Key v1 files to extend (all in the Model repo):
- `applications/bulk_upload_finaliser/handler.py`
- `orchestration/bulk_upload_finaliser_orchestrator.py`
- `repositories/property/property_repository.py` + `property_postgres_repository.py`
- `infrastructure/postgres/property_table.py` (reference for the new mirror)
- `infrastructure/s3/csv_s3_client.py` (`read_rows`)
- Packaging test: `tests/test_lambda_packaging.py` will flag any new top-level import
the Dockerfile doesn't `COPY` (v1 hit this with `datatypes/`).
## 9. Open questions for v2 to decide
- Join key confirmed (`Internal Reference` in both files) — or adopt architecture (B)?
- `property_id` for no-UPRN rows: `RETURNING id` strategy + dedup semantics.
- Non-largest-count `multiEntryOrdering` derivation rule (ADR-0004 deferred it).
- Does the trigger body grow, or does the handler read `bulk_address_uploads`
(`multiEntryOrdering`, classifier S3 URI) directly?

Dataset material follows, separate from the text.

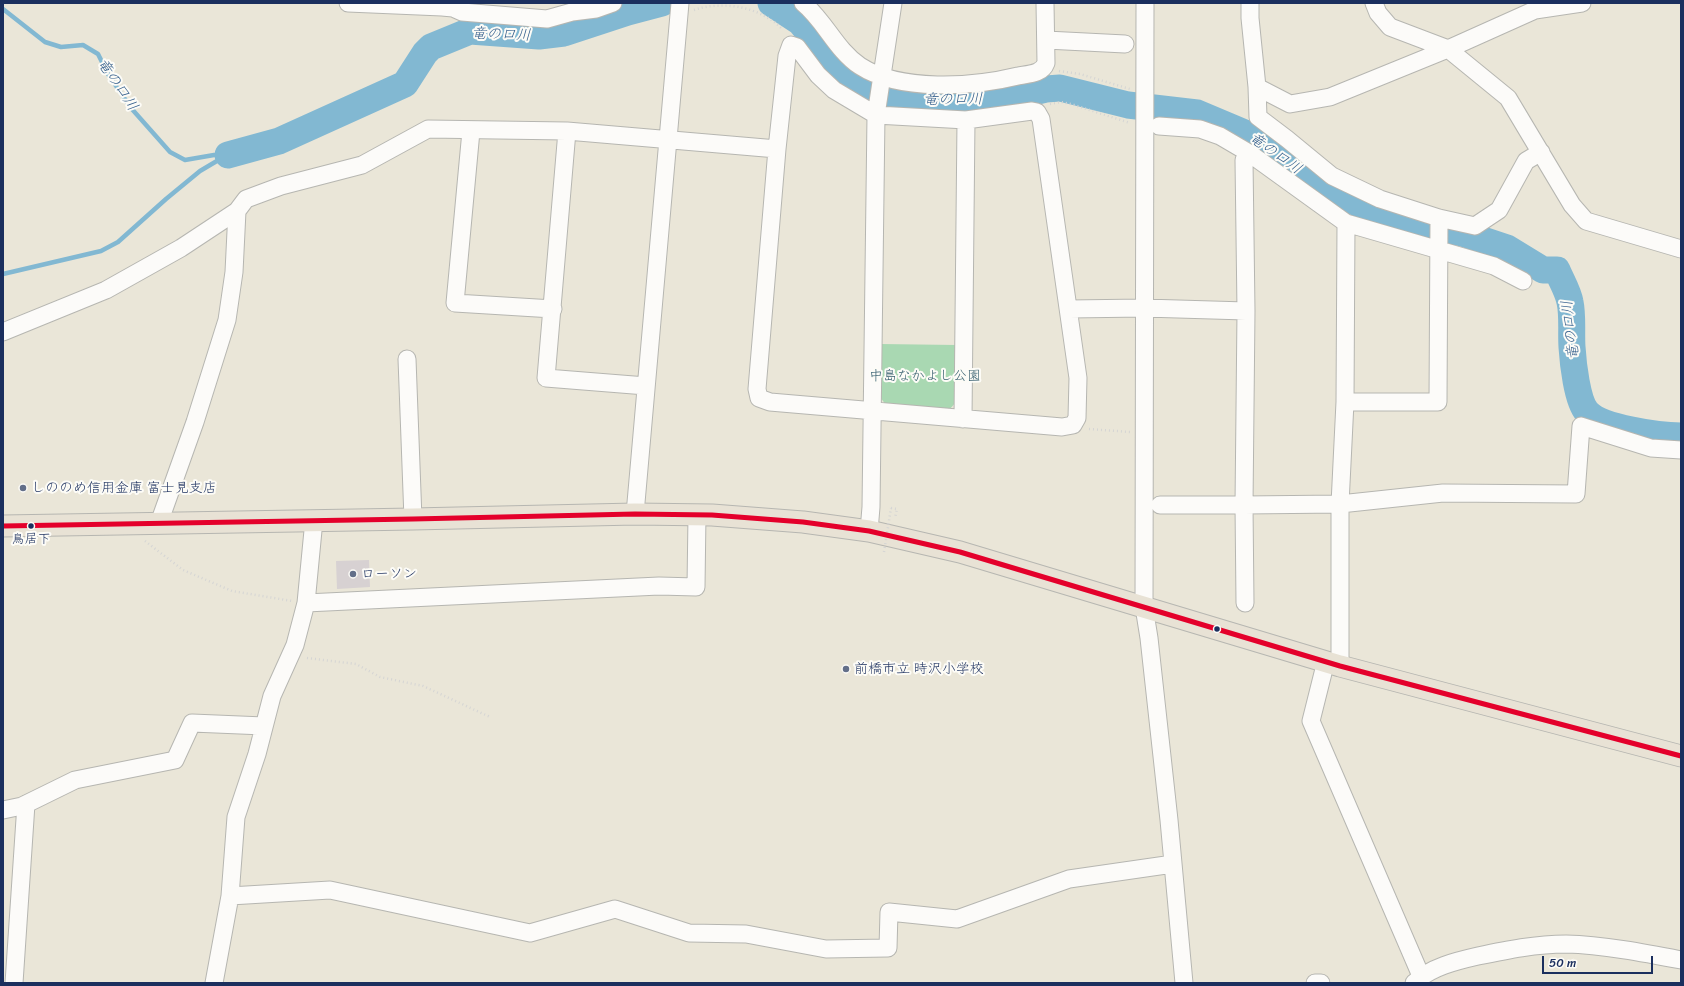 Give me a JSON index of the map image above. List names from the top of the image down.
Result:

- Re-materialise semantics confirmed: recalculate overrides every finalise (snapshot
refreshes), `property` rows untouched.
## 10. First steps in the new context
1. Read §1 docs (esp. ADR-0004) + `CONTEXT.md`.
2. Get a **real sample**: the combiner output CSV and the `{uploadId}-classifier.csv`
for one dev upload, and inspect whether `Internal Reference` is in both → settle
hazard #1 / pick architecture (A) vs (B).
3. Decide the `property_id`-for-no-UPRN approach (hazard #2).
4. Build `PropertyOverrideRow` + repository + orchestrator step + handler wiring,
TDD against fakes (mirror `tests/orchestration/test_bulk_upload_finaliser_orchestrator.py`).
5. Update `CONTEXT.md` ("Property override" → populated) and add a v2 ADR if the
join/architecture choice is a real trade-off.
## 11. Verification notes (environment)
- Frontend: `npx tsc --noEmit` (was 0 errors at v1 close).
- Model repo: `mypy`/`pytest` need a deps-installed env (the v1 session couldn't run
them locally; `/app` Docker config runs the full suite). `terraform plan` needs the
CLI. Watch `tests/test_lambda_packaging.py` for Dockerfile COPY gaps.
- v1 is committed; dev Lambda + SQS queue are deployed and working
(`FINALISER_SQS_URL` wired in `backend/.env` for local, and in terraform/fast-api).